La forma de comunicarse con los hijos
adolescentes cambia
En el momento en que los niños entran en la
adolescencia, la comunicación con los padres va a cambiar. Son los hijos los que
van a marcar la distancia. Están haciendo el trabajo de
separarse de los padres y empiezan a desvalorizarlos. Cuando los niños son
pequeños, los padres somos los más listos, los más guapos, los mejores. En la
adolescencia, empiezan a bajarnos del pedestal. Nos convierten en algo más
humano. También nuestra relación con ellos tiene que cambiar. Cuando son
pequeños, los padres solemos ser controladores, porque hay que estar muy
pendientes de ellos, pero no nos podemos quedar instalados ahí.

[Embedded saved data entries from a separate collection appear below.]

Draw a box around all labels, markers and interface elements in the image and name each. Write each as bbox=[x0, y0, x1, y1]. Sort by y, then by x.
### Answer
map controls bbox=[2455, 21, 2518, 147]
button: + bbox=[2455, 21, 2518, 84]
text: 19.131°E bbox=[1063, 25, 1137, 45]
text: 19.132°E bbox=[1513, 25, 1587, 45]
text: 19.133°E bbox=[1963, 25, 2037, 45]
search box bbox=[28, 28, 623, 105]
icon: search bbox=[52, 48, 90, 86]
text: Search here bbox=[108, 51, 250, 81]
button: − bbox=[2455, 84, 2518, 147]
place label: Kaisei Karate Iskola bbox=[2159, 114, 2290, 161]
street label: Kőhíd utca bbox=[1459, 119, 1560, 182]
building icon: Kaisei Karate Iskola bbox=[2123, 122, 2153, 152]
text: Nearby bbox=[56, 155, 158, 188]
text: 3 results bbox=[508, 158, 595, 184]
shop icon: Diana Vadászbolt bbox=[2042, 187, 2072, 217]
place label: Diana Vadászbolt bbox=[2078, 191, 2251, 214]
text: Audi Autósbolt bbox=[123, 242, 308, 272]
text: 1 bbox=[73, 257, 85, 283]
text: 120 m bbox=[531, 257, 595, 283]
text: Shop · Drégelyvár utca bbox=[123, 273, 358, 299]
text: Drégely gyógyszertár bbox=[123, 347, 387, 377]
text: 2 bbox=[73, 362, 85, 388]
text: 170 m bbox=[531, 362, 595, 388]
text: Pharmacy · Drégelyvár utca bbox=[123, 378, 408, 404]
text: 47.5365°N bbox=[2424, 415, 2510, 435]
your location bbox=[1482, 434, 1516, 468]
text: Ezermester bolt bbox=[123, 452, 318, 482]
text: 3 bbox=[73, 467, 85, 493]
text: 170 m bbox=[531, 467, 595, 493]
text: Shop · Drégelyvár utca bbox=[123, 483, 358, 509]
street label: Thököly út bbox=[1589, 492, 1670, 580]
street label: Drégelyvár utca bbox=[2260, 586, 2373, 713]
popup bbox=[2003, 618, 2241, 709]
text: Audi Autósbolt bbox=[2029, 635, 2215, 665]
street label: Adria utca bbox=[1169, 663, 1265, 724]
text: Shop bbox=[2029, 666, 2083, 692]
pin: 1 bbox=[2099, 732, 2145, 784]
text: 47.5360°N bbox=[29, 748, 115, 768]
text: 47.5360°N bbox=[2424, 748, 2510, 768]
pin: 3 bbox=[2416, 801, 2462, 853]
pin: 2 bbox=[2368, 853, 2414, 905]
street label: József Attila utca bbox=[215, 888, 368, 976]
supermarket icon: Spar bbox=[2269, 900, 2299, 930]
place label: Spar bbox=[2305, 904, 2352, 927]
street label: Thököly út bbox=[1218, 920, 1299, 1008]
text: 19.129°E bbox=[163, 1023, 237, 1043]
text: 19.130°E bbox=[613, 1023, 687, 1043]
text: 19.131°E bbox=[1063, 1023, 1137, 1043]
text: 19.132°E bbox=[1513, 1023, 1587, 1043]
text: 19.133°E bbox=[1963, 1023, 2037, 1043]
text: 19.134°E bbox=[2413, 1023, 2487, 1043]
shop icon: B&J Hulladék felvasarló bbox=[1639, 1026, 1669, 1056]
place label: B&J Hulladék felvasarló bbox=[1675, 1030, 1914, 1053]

Excesivo control sobre los hijos
adolescentes, suele provocar la reacción contraria
Es otra de las estrategias que ellos
utilizan para distanciarse de los padres: Llevar la contraria de lo que decimos
y hacemos. Es la contra por sistema. Hay que
contar con eso. Si los padres están avisados, pueden cambiar su forma de
relación, no querer imponerse en todo. Los hijos necesitan una cercanía, pero
no valen los interrogatorios, porque ellos se cierran. No se trata de decirles:
siéntate aquí, que vamos a hablar. Eso no da resultado. La postura más inteligente
con los adolescentes es morderse la lengua y abrir
mucho los oídos. En el momento que menos te imaginas, van y te lo cuentan. Hay
muchos padres que se angustian porque no pueden hablar con sus hijos, pero no
tienen que preocuparse tanto. Los padres tienen que estar presentes, pero con
cierta distancia. No pueden desaparecer, pero tampoco pueden controlarles como
cuando eran pequeños. Hoy en día, hay muchos padres que deciden desaparecer,
porque sus hijos les rechazan como controladores y el resultado es que
encontramos muchos adolescentes muy solos.
El lugar adecuado de los padres en la
relación con los hijos adolescentes
- Eso supone todo un trabajo. Primero, hay
que entenderlo con la cabeza y luego, ir viendo cómo actuar en cada momento. Yo
diría que hay que respetarse mutuamente y respetar la distancia. Los padres no
debemos entrometernos en las cosas que son suyas, que son de su responsabilidad.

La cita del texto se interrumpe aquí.